Stone Circle (destroyed): OS Grid Reference – NX 7079 5018
Archaeology & History
This stone circle was destroyed sometime in the early 1780s by some moron who cared little for our ancient sites. Its destruction was described by Robert Muter in 1794—the earliest known reference to the site—when he told:
“Near the Roman camp there is a Druidical temple, which was destroyed within these eight years, by the hands of an ignorant Goth, who carried off the stones, split them, and applied them to build a contemptible bridge over an insignificant rivulet, called Buckland Burn. The stones were seven in number, of round granite, and of unequal sizes. The smallest at least three feet in diameter.”

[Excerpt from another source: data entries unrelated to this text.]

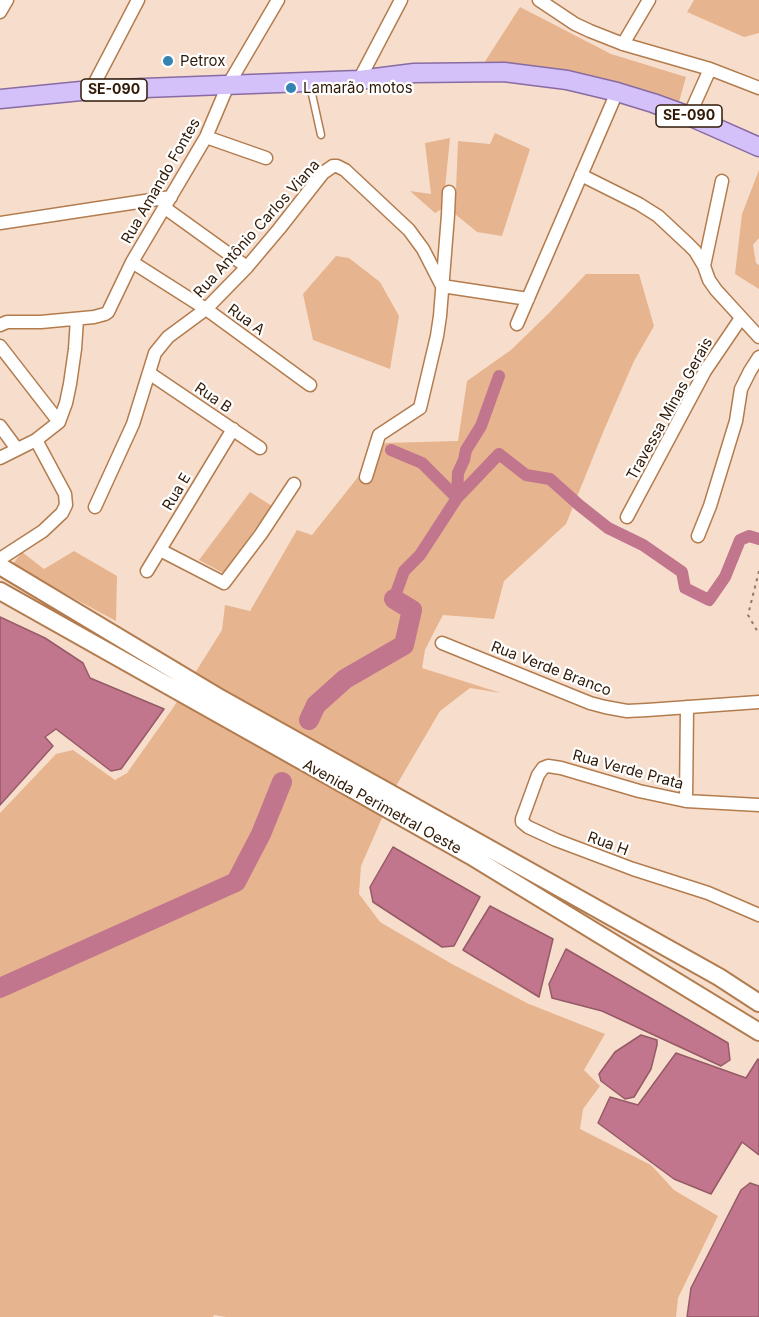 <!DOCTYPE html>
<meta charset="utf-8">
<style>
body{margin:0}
canvas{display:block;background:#f7decc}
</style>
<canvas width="759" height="1317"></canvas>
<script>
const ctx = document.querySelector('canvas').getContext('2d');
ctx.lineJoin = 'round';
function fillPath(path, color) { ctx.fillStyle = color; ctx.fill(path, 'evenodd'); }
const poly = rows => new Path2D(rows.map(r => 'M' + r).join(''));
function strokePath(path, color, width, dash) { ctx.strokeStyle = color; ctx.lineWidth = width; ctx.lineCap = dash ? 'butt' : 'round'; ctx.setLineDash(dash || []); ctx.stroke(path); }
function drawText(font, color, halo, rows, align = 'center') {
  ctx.font = font + ' Inter,sans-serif'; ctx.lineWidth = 4.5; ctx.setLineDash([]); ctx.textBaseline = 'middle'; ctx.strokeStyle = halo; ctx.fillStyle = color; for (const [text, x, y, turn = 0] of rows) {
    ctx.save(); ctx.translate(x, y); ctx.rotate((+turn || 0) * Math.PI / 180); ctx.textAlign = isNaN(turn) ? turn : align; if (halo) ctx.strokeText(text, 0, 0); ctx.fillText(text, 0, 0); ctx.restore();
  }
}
fillPath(poly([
 [694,0,759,0,759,33,744,37,687,12],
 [520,7,611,54,686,77,679,102,558,72,484,63],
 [495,133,530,149,502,236,477,232,455,214,458,141,490,144],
 [450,138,443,208,435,213,410,191,431,194,425,143],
 [759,170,759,238,753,245,756,263,759,265,759,289,735,274,742,214],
 [336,256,349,258,380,282,399,316,390,369,313,340,303,294],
 [586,274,639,274,654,326,634,361,604,430,566,524,504,581,494,619,443,615,434,632,425,650,422,668,501,693,470,688,440,711,396,786,361,866,359,894,380,922,452,964,529,1004,605,1034,584,1070,600,1086,583,1109,580,1129,651,1165,674,1190,718,1216,678,1298,676,1317,226,1317,214,1315,213,1317,0,1317,0,813,56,754,73,750,115,780,127,773,173,708,222,630,225,605,250,611,297,530,312,535,385,443,458,441,467,381,511,350,549,313],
 [250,492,272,506,223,573,199,560],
 [74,551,117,576,116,621,12,565,22,552,44,569]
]), '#e6b48e');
const water = poly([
 [0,617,45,638,83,663,90,678,164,709,121,769,111,771,56,729,45,737,53,746,0,805,0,617],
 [393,847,480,897,454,946,442,947,373,902,370,887,393,847],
 [490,906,553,939,539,997,463,950,490,906],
 [566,949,728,1043,730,1060,721,1066,602,1011,552,998,549,984,566,949],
 [641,1035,657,1040,657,1045,651,1069,634,1097,625,1099,601,1081,599,1074,615,1052,641,1035],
 [676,1053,746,1078,758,1059,759,1060,759,1155,742,1142,711,1194,674,1179,598,1123,610,1097,638,1105,676,1053],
 [750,1183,759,1186,759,1317,687,1317,691,1288,741,1190,750,1183]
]);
fillPath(water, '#c2768e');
strokePath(water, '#965a66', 1.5);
strokePath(poly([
 [391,450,422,463,457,498],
 [457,498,458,473,464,460,466,450,481,426,499,376],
 [394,599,404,571,420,555,457,498,499,454,526,475,550,479,579,505,608,528,643,545,682,572,685,588,709,600,725,577,740,540,749,536,759,539]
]), '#c2768e', 12);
strokePath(poly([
 [309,720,316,705,345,679,404,645,412,610,394,599],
 [0,988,236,882,261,834,282,782]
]), '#c2768e', 20);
const lane = poly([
 [310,85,321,135]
]);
const street = poly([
 [539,0,575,24,590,31,623,44,710,69,759,88],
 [0,12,7,0],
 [623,44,649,0],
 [359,80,401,0],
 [91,90,138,0],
 [689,116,710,69],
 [206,137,266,158],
 [581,175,639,204,658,216,688,244,695,251,704,266,709,280,716,290,759,337],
 [165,208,247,267],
 [0,223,171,197],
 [132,262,206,309,310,385],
 [704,266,722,181],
 [442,286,528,299],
 [517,324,617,92],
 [0,325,7,322,41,322,94,317,105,314,108,312,132,262,206,137,228,85,278,0],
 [0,346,59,422],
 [149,373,260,448],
 [0,426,17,449],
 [0,458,36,440,59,422,66,403,70,384,75,349,77,319],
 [366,477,379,435,420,408,437,336,440,316,448,215,449,192],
 [95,507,133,424,155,353,168,337,206,309,247,267,279,229,323,173,333,166,337,166,345,170,409,230,423,249,442,286],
 [627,517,705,371,741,318],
 [698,536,710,506,736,421,741,389,750,371,759,357],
 [160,550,224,583,261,534,294,484],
 [0,559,43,531,62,513,66,505,65,494,36,440],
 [147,571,233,429],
 [442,643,590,703,605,707,627,711,647,710,759,702],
 [686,801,687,707],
 [759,805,686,801,639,791,561,768,548,766,543,768,538,775,522,819,522,822,528,827,556,840,633,869,708,893,759,915]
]);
const secondary = poly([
 [0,566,220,698,719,977,759,1003],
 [0,591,471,856,759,1032]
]);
const primary = poly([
 [0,99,91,90,359,80,414,73,504,72,567,80,617,92,653,103,689,116,759,147]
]);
strokePath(lane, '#b37c4e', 9);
strokePath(street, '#b37c4e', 15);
strokePath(secondary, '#b37c4e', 20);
strokePath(primary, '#886ba2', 21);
strokePath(poly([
 [759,571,748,615,759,634]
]), '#907966', 2, [3, 4.5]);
strokePath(lane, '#fff', 6);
strokePath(street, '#fff', 12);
strokePath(secondary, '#fff', 16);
strokePath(primary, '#d4c1f9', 18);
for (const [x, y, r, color] of [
 [168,61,6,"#3383b4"],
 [291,88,6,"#3383b4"]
]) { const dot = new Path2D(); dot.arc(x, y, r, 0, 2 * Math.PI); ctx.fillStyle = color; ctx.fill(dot); strokePath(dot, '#fff', 2); }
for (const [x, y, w] of [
 [114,90,66],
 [689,116,66]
]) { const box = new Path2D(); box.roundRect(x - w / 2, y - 11, w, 22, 4.5); ctx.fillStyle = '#fff'; ctx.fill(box); strokePath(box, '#301a07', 1.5); }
drawText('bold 14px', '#301a07', null, [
 ["SE-090",114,90],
 ["SE-090",689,116]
]);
drawText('15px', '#301a07', '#fff', [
 ["Petrox",180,61],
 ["Lamarão motos",303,88]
], 'left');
drawText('15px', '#301a07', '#fff', [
 ["Rua Amando Fontes",161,181,-60],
 ["Rua Antônio Carlos Viana",257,229,-48],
 ["Rua A",246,320,36],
 ["Rua B",213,398,34],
 ["Travessa Minas Gerais",670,409,-61],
 ["Rua E",177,492,-59],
 ["Rua Verde Branco",551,669,21],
 ["Rua Verde Prata",628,770,15],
 ["Avenida Perimetral Oeste",382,807,29],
 ["Rua H",608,844,20]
]);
</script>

In the 1850s, when the Ordnance Survey lads came this way to map and seek out the place-names of the area, the ‘Clownstane’ was one such place they listed. In seeking an explanation of the word, a local man told them the folk memory from seventy years prior:
“Mr. Bell of Balgreddan says the name Clownstane originated from the Stones of a Druid Circle which stood convenient to this place and which was broken up and removed to build a bridge near by.”
Fred Coles (1895) included the site in his survey of the Kirkcudbright circles, simply reiterating how,
“According to Dr Muter, the stones “were seized by some vandal for the building of Buckland Bridge.””
References:
- Coles, Fred R., “The Stone Circles of the Stewarty of Kirkcudbright,” in Proceedings of the Society of Antiquaries Scotland, volume 29, 1895.
- Muter, Robert, “The Parish of Kirkcudbright,” in Statistical Account of Scotland – volume 11, William Creech: Edinburgh 1794.